Equation (5) means that when the intercept is statistically different from zero, the profit margin, M(t), is inversely proportional to S(t ), company size measured by sales revenue, and directly proportional to the profit margin of the previous year.

In addition to be the premier database of royalty rates extracted from license agreements, including over 20,500 license agreements with disclosed royalty rates, RoyaltyStat contains another premier database with over 36,000 listed company financials. This company financials database has been programmed with the Cochrane-Orcutt and Prais-Winsten algorithms for interactive or online estimation of the parameters of distributed lag model (4).

Again, see Kmenta, pp. 313-317 (Cochrane-Orcutt estimation) and pp. 318-320 (Prais-Winsten estimation) and Theil (1971), pp. 260-261, 417 about using OLS estimation.

More reliable models

Like Lévi-Strauss in Tristes Tropiques (1955), we consider it harmful for granfino regulators to overreach beyond their competence to force a special profit model à priori, thereby creating a nursery school of rote transfer pricing analysis in which controlled taxable income is assessed as if science (economics and statistics knowledge) doesn’t have a place in tax compliance.
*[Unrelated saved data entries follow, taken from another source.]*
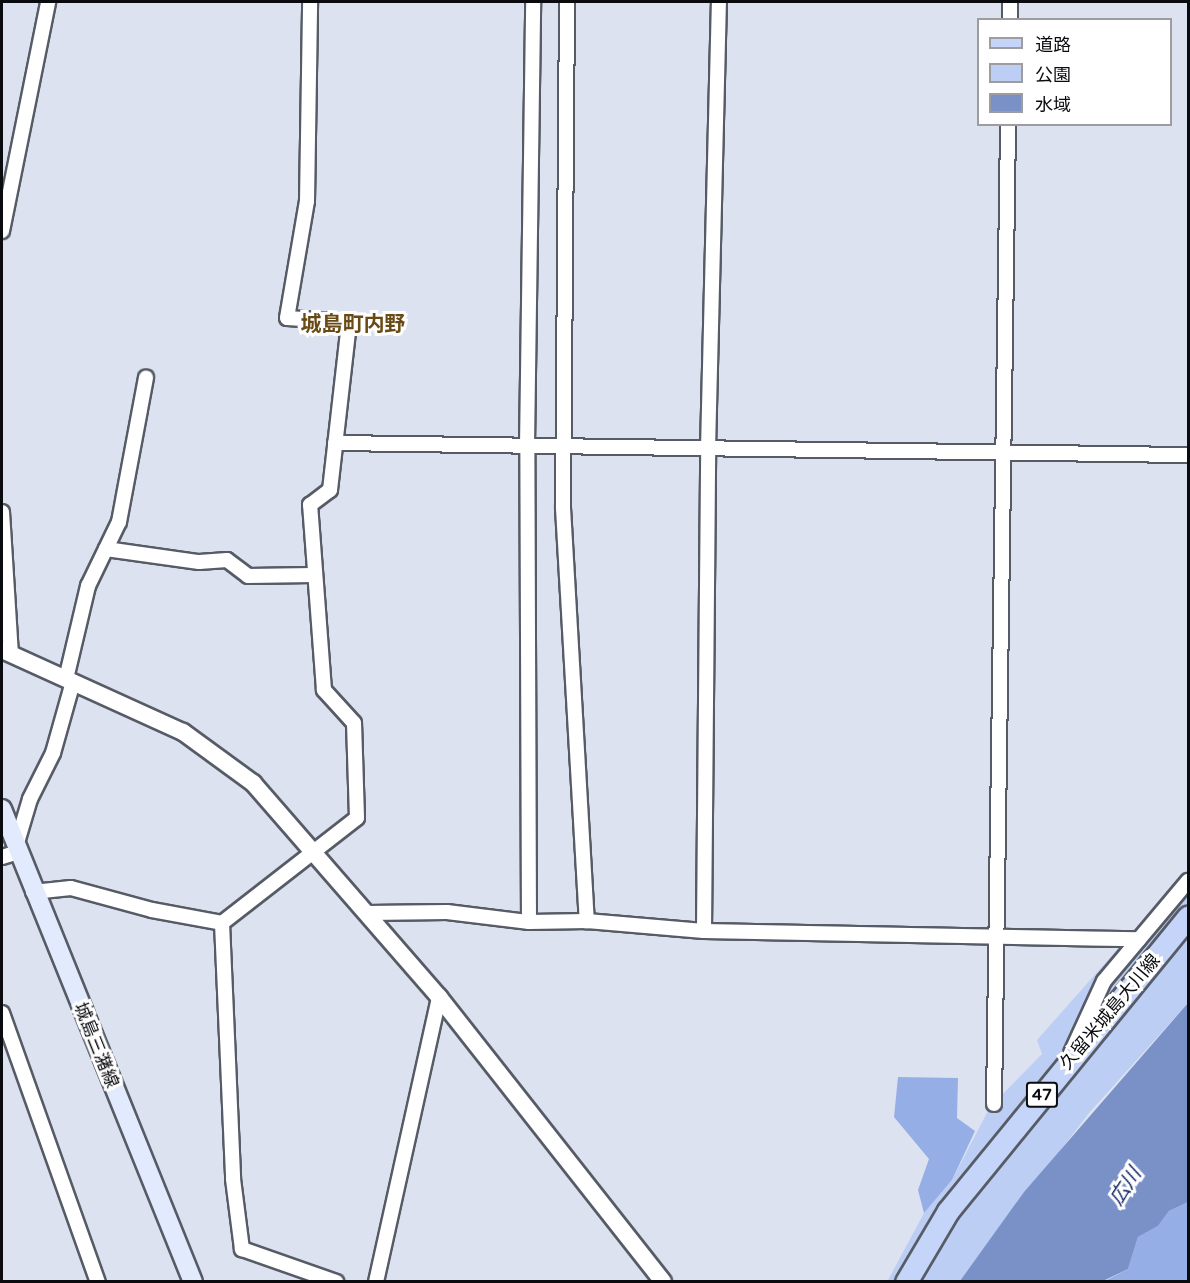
<!DOCTYPE html>
<html>
<head>
<meta charset="utf-8">
<style>
	body { margin:0 }
	#map { position:relative; width:1190px; height:1283px; overflow:hidden; background:#dce2ef; font-family:"Varela Round","Noto Sans JP",sans-serif }
	div>[style] { position:absolute }
	[style*='--x'] { left:calc(var(--x)*1px); top:calc(var(--y)*1px); width:calc(var(--w)*1px); rotate:calc(var(--a)*1deg) }
	.green>* { inset:0; background:#bdcef4 }
	.forest>* { inset:0; background:#95aee6 }
	.water>* { inset:0; background:#7a91c7 }
	.roads { filter:drop-shadow(2px 0 #565b66) drop-shadow(-2px 0 #565b66) drop-shadow(0 2px #565b66) drop-shadow(0 -2px #565b66) }
	.minor>* { height:14px; margin:-7px; padding:0 7px; transform-origin:7px; border-radius:7px; background:#fff }
	.tertiary>* { height:16px; margin:-8px; padding:0 8px; transform-origin:8px; border-radius:8px; background:#fff }
	.secondary>* { height:18px; margin:-9px; padding:0 9px; transform-origin:9px; border-radius:9px; background:#e2eafd }
	.primary>* { height:21px; margin:-10.5px; padding:0 10.5px; transform-origin:10.5px; border-radius:10.5px; background:#c5d5fa }
	span { translate:-50% -50%; white-space:nowrap; text-align:center; line-height:1.15; -webkit-text-stroke:6px #fff; paint-order:stroke }
	.shield-label span { padding:2px 4px; background:#fff; border:2px solid; border-radius:4px; -webkit-text-stroke-width:0 }
	.shield-label { font-size:16px; color:#0a0b0f; font-weight:700 }
	.street-label { font-size:18px; color:#0a0b0f }
	.water-label { font-size:20px; color:#122565; font-style:italic }
	.quarter-label { font-size:21px; color:#694914; font-weight:700 }
	.frame { position:absolute; inset:0; border:3px solid #0a0b0f; pointer-events:none }
	.legend { position:absolute; left:977px; top:18px; width:195px; height:108px; box-sizing:border-box; background:#fff; border:2px solid #9d9d9f; margin:0; padding:8px 10px; list-style:none; font-size:18px; color:#0a0b0f }
	.legend li { display:flex; align-items:center; gap:12px; height:30px }
	.legend b { width:30px; border:2px solid #9d9d9f }
</style>
</head>
<body>
<div id="map">
	<div class="green">
		<i style="clip-path:polygon(1188px 885px,1188px 907px,1075px 1044px,1106px 983px)"></i>
		<i style="clip-path:polygon(1188px 931px,1188px 1003px,1089px 1113px,960px 1281px,915px 1282px,967px 1197px)"></i>
		<i style="clip-path:polygon(1123px 943px,1129px 946px,1062px 1058px,899px 1281px,887px 1282px,924px 1213px,952px 1180px,990px 1107px,1042px 1054px,1037px 1040px)"></i>
	</div>
	<div class="forest">
		<i style="clip-path:polygon(898px 1077px,958px 1078px,957px 1118px,975px 1131px,952px 1180px,924px 1213px,918px 1190px,929px 1159px,894px 1117px)"></i>
		<i style="clip-path:polygon(1188px 1202px,1188px 1281px,1103px 1282px,1128px 1269px,1138px 1237px,1158px 1226px,1169px 1211px)"></i>
	</div>
	<div class="water">
		<i style="clip-path:polygon(1188px 1003px,1188px 1202px,1169px 1211px,1158px 1226px,1138px 1237px,1128px 1269px,1103px 1281px,960px 1281px,1024px 1192px)"></i>
	</div>
	<div class="roads">
		<div class="minor">
			<i style="--x:567;--y:2;--w:506;--a:90.45"></i>
			<i style="--x:563;--y:508;--w:414;--a:86.7"></i>
			<i style="--x:1010;--y:20;--w:18;--a:-90"></i>
			<i style="--x:2;--y:231;--w:234;--a:-78.6"></i>
			<i style="--x:335;--y:443;--w:853;--a:0.81"></i>
			<i style="--x:2;--y:512;--w:142;--a:86.4"></i>
			<i style="--x:106;--y:549;--w:94;--a:8"></i>
			<i style="--x:199;--y:562;--w:28;--a:-4"></i>
			<i style="--x:227;--y:560;--w:26;--a:37"></i>
			<i style="--x:248;--y:576;--w:65;--a:-0.9"></i>
			<i style="--x:66;--y:679;--w:96;--a:-76.7"></i>
			<i style="--x:88;--y:586;--w:71;--a:-64.2"></i>
			<i style="--x:119;--y:522;--w:147;--a:-79.4"></i>
			<i style="--x:16;--y:846;--w:49;--a:-73.4"></i>
			<i style="--x:30;--y:799;--w:51;--a:-63.4"></i>
			<i style="--x:53;--y:753;--w:74;--a:-74.3"></i>
			<i style="--x:2;--y:857;--w:17;--a:-17"></i>
			<i style="--x:33;--y:892;--w:38;--a:-6"></i>
			<i style="--x:71;--y:888;--w:84;--a:15.2"></i>
			<i style="--x:152;--y:910;--w:71;--a:10.5"></i>
			<i style="--x:222;--y:923;--w:171;--a:-37.9"></i>
			<i style="--x:357;--y:818;--w:95;--a:-91.8"></i>
			<i style="--x:354;--y:723;--w:45;--a:-132.3"></i>
			<i style="--x:324;--y:690;--w:186;--a:-94.3"></i>
			<i style="--x:310;--y:505;--w:25;--a:-37"></i>
			<i style="--x:330;--y:490;--w:169;--a:-83.5"></i>
			<i style="--x:349;--y:322;--w:62;--a:-176.3"></i>
			<i style="--x:287;--y:318;--w:119;--a:-80.3"></i>
			<i style="--x:307;--y:201;--w:199;--a:-89.1"></i>
			<i style="--x:368;--y:913;--w:79;--a:-0.7"></i>
			<i style="--x:447;--y:912;--w:83;--a:7"></i>
			<i style="--x:529;--y:922;--w:58;--a:-1"></i>
			<i style="--x:587;--y:921;--w:117;--a:4.9"></i>
			<i style="--x:704;--y:931;--w:435;--a:1.1"></i>
			<i style="--x:529;--y:922;--w:476;--a:-90.2"></i>
			<i style="--x:527;--y:446;--w:444;--a:-89.2"></i>
			<i style="--x:222;--y:923;--w:256;--a:87.5"></i>
			<i style="--x:233;--y:1179;--w:71;--a:82.7"></i>
			<i style="--x:242;--y:1249;--w:100;--a:19.3"></i>
			<i style="--x:704;--y:931;--w:482;--a:-89.5"></i>
			<i style="--x:708;--y:449;--w:447;--a:-88.6"></i>
			<i style="--x:2;--y:1013;--w:286;--a:70.4"></i>
			<i style="--x:1071;--y:1053;--w:79;--a:-65.4"></i>
			<i style="--x:1104;--y:981;--w:131;--a:-50"></i>
			<i style="--x:994;--y:1104;--w:980;--a:-89.18"></i>
			<i style="--x:376;--y:1282;--w:292;--a:-77.5"></i>
		</div>
		<div class="tertiary">
			<i style="--x:2;--y:650;--w:199;--a:24.4"></i>
			<i style="--x:183;--y:732;--w:87;--a:36.1"></i>
			<i style="--x:253;--y:783;--w:284;--a:49"></i>
			<i style="--x:439;--y:997;--w:362;--a:51.8"></i>
		</div>
		<div class="secondary">
			<i style="--x:2;--y:809;--w:510;--a:68.01"></i>
		</div>
		<div class="primary">
			<i style="--x:906;--y:1282;--w:82;--a:-59.4"></i>
			<i style="--x:948;--y:1211;--w:380;--a:-50.8"></i>
		</div>
	</div>
	<div class="shield-label">
		<span style="left:1042px;top:1095px">47</span>
	</div>
	<div class="street-label">
		<span style="left:1110px;top:1012px;rotate:-50deg">久留米城島大川線</span>
		<span style="left:96px;top:1045px;rotate:68deg">城島三潴線</span>
	</div>
	<div class="water-label">
		<span style="left:1126px;top:1187px;rotate:-57deg">広川</span>
	</div>
	<div class="quarter-label">
		<span style="left:353px;top:325px">城島町内野</span>
	</div>
	<div class="frame"></div>
	<ul class="legend">
	<li><b style="height:8px;background:#c5d5fa"></b>道路</li>
	<li><b style="height:16px;background:#bdcef4"></b>公園</li>
	<li><b style="height:16px;background:#7a91c7"></b>水域</li>
	</ul>
</div>
</body>
</html>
Simple prescription and arbitrary procedures are unlikely to produce reliable arm’s length results, and the economic analyst must have the competence and discretion to make reliable model determination, subject to a Daubert challenge. Under certain circumstances, quartiles of simple profit margins calculated from selected comparables are unlikely to pass any significance test of reliability. Economics and statistics competence require more expertise than blind knowledge of quartiles or routine use of arbitrary asset-based adjustments to the reported profits of the accepted comparables.

Using an acceptable principle of model reliability, which is also embedded in the OECD transfer pricing guidelines, and in its progenitor US transfer pricing regulations (for which we assume major responsibility), is an important escape from unreliable controlled taxable income assessment.

The distributed lag model (4) presented here is an important step to confront routine “best practices” (an oxymoron) with accepted scientific procedures in which model selection is determined by knowledge-based falsifiable propositions instead of being predetermined by regulatory grace.

Forcing model (1), like the OECD and US transfer pricing rules prescribe, without appeal to empirical significance testing, is likely to produce distorted measures of arm’s length profits. Again, we appeal to knowledge-based data analysis against the prevailing mechanical application of misconceived or simplistic transfer pricing rules. Analysis of the selected comparable company data dictates finding the best fit model to be adopted, including model (1), (4), or a more reliable regression model specification.